In case you did not know, I’m pretty much addicted to the internet. I clearly spend too much time on Twitter, Facebook, YouTube, and Tumblr, but I’m not ashamed. I like to think that I’m constantly discovering new and exciting things: great artists, writers, or cool people in general. The weird thing about this is that there is a drastic disconnect for me from seeing (or sometimes interacting) with people on the internet than in real life. I do put awesome content creators on a pedestal reserved for Grumpy Cat or Beyonce. They deserve it though.
When I was an intern at Touchstone, an imprint of Simon & Schuster, I was attending an editorial board meeting and they discussed possibly acquiring The Secret Diary of Lizzie Bennet. I flipped! I went on a tangent about how awesome it was and that I had written a paper about it for my transmedia class (which I was taking at the time, part of that paper also appeared in my thesis on transmedia). The editor was a bit on the fence, but still interested, and called a meeting with the author and his agent. I wasn’t expecting anything more after my mini-speech at Ed Board to come from it, except finding out whether or not they would get the rights to the book. On the day of the meeting they asked me to attend! (“Where’s the intern that likes the YouTube?” or something like that.) I met Bernie Su, the creator of the web series The Lizzie Bennet Diaries, a transmedia enterprise under the production company Pemberly Digital. You may have also heard they are publishing a second book about Lizzie’s sister, Lydia!
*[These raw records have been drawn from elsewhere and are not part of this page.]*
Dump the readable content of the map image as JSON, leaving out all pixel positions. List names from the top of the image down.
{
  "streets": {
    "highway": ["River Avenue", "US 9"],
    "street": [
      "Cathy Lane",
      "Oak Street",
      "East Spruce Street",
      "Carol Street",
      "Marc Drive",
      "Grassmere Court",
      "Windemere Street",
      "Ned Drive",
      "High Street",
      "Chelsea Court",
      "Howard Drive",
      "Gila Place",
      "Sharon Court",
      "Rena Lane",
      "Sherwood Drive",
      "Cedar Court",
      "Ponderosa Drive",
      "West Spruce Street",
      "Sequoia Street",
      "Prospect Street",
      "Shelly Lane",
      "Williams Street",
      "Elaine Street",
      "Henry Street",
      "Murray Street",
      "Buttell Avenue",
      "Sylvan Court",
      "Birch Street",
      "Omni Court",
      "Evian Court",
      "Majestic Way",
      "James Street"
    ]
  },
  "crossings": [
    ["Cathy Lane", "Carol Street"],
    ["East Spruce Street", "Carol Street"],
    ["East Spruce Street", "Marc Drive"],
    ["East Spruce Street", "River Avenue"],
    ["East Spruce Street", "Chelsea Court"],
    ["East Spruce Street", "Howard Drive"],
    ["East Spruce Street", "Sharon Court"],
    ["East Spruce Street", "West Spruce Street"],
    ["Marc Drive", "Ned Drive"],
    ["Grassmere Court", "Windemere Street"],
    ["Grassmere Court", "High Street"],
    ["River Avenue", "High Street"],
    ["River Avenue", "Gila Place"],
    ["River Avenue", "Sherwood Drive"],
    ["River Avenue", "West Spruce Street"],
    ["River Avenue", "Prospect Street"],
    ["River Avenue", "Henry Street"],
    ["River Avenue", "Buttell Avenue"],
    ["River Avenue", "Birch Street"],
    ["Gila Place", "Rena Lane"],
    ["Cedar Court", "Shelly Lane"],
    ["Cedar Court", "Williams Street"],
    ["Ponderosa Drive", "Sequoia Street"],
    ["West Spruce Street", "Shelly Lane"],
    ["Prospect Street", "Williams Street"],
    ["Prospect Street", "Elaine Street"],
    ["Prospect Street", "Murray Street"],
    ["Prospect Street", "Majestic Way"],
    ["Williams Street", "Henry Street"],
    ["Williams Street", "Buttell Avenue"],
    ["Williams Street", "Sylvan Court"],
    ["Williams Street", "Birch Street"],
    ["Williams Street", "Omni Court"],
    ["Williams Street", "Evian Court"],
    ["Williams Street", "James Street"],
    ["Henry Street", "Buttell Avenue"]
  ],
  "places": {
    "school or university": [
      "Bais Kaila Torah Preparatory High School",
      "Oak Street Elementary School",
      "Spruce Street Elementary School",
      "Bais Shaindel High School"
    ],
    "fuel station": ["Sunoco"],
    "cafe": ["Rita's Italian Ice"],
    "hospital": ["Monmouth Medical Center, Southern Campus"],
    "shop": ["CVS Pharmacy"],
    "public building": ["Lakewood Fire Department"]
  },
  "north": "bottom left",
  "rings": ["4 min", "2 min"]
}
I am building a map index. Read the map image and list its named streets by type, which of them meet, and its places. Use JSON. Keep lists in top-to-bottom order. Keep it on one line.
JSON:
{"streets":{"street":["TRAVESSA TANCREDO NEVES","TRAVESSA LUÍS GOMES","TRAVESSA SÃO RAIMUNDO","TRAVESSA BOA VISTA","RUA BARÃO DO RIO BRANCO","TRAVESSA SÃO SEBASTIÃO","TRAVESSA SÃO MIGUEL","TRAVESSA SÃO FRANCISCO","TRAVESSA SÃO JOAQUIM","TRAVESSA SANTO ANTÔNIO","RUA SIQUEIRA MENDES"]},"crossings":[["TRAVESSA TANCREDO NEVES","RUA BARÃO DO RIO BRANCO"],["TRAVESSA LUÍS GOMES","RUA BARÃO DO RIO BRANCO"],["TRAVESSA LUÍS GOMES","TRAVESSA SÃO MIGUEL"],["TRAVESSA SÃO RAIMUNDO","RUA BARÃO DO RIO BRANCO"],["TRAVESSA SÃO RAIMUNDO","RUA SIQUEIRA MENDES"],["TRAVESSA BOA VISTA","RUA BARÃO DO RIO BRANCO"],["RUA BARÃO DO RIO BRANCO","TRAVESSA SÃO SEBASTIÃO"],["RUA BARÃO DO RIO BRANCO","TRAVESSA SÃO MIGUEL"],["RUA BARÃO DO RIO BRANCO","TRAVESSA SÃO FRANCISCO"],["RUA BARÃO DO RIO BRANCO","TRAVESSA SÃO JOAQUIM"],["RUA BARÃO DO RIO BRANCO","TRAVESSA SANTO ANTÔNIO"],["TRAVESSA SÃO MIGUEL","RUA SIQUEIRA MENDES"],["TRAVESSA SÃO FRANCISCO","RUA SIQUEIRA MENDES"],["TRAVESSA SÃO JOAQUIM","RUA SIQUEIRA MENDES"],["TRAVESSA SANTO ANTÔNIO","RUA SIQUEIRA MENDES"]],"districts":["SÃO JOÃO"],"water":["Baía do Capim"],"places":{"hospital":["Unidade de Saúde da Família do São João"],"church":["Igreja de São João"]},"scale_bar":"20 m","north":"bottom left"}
Bernie Su was very sweet and respectful and I tried to be as well, but I could not stop smiling! I’m sure I looked like a crazy fangirl, but I promise had the very best intentions. I was so excited and nervous! A real life person from the internet is here in real life! Bernie said that he thought it was cool that I wrote a paper about The Lizzie Bennet Diaries. (Thanks, Bernie!) Since it was also the day to choose whether or not Touchstone was going to buy the book and the day Bernie was going to decide what publisher to go with, I’d like to think I had a minuscule influence on that decision. It was my last day of my internship, so honestly, it was pure luck that I was able to be there that day.
The previous fall, I went to ComicCon and I met The Oatmeal at his book signing. It wasn’t a shake-hands-and-have-a-conversation type of meeting, but he signed and drew bat cat in my copy of How To Tell If Your Cat Is Plotting To Kill You. Again with the smiling slash nervousness!
I’ve also met regular people from Twitter in real life. We both happened to be members of Young To Publishing Group (YPG), but connected on Twitter through a reason I can’t remember now… but the point is, we met in real life and were able to commemorate it. She’s pretty cool and I look forward to seeing her at YPG events/ Twitter.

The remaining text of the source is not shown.